Now, I have not read hardly anything of Tristan; what I have read sort of left me pondering. Now, I just read the summary of his book, I think I know why it is weird: I do not agree with his premise for the book, and, I guess, then, his philosophy. Again, just judging from what little I have read of him and then the summary, his view upon the world is totally different than what I see; I simply can only relate in as much as a believe that he is reporting on something honestly. 

This attitude of mine then is not about what argument he might be making. In fact, any argument he would make, I think, would be circumstantial, merely me considering how interesting it is that he came up with a philosophy on these equally interesting aspects of existence that I never encounter —

Or !

..that I may have already encountered. How could this be? It appears to me like he is reporting on something that I might have already reconciled. I can’t really know if this is true, though, because I will never encounter him except through his books, which already come to me as accounted for, on one hand, or, speaking of something that is merely interesting on the other.

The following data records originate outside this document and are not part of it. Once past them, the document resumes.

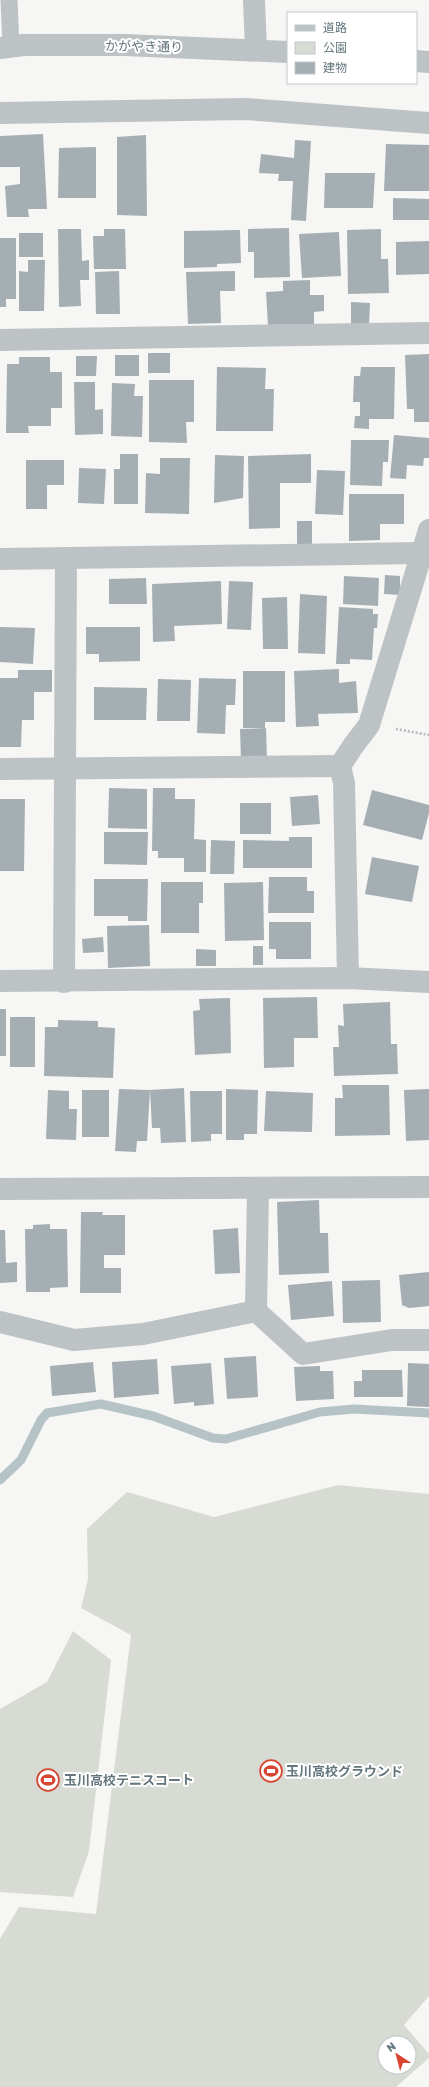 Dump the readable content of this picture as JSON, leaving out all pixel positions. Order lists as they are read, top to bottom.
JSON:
{
  "streets": {
    "street": ["かがやき通り"]
  },
  "places": {
    "sports": ["玉川高校グラウンド", "玉川高校テニスコート"]
  },
  "legend": ["道路", "公園", "建物"],
  "north": "top left"
} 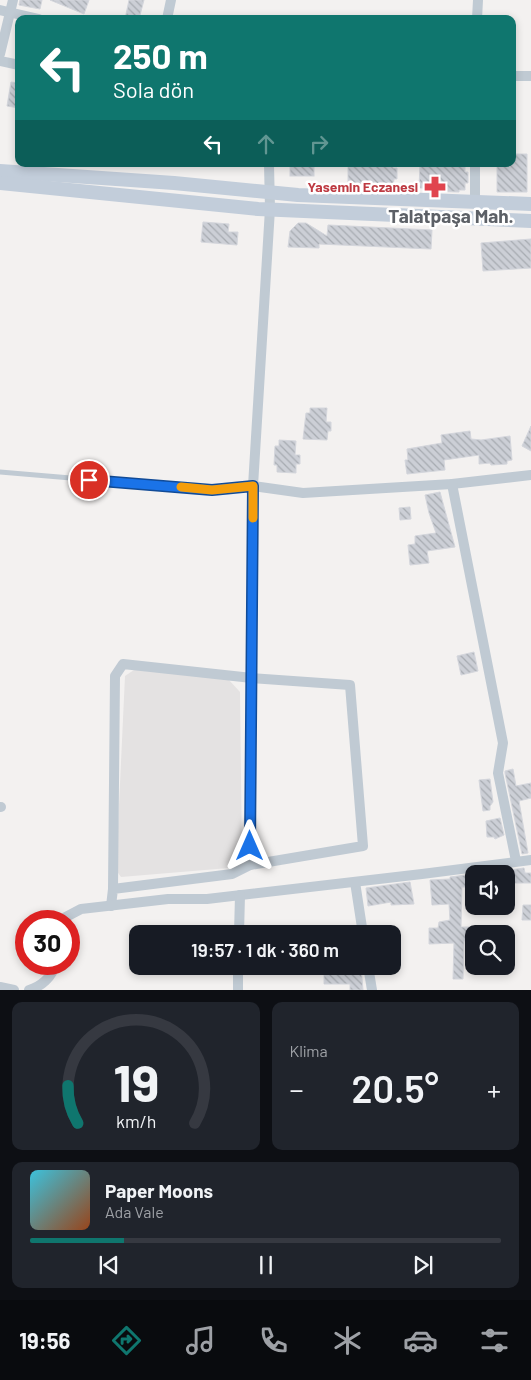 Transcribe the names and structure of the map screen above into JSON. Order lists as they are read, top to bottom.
{
  "districts": ["Talatpaşa Mah."],
  "places": {
    "pharmacy": ["Yasemin Eczanesi"]
  },
  "page": {
    "turn": ["250 m", "Sola dön"],
    "limit": "30",
    "trip": "19:57 · 1 dk · 360 m",
    "tile": "Klima",
    "heat": ["−", "20.5°", "+"],
    "song": ["Paper Moons", "Ada Vale"],
    "tabs": "19:56",
    "gauge": ["19", "km/h"]
  }
}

So, I cannot discount his experience or his philosophy. It must be totally real and valid. Thus: whatever ontological proposals he makes is of another and different existence, one that is already contained in the proposals I make as a sort of foot note, a ground, if you will, but without the ontological argument. But further: That that footnote I might understand, is not a foot note in the condition of things for those who would see his proposals as significantly new. Hence: Plurality.

It is non sequitur to reduce his proposals to a necessity of mine, for, as Harman has suggested of things, that would be an overdetermination of the object at hand. His must then lay equally valid and real as mine.

OK, now that we might understand that strange coincidence…on to the significance of Ontological Equivocation…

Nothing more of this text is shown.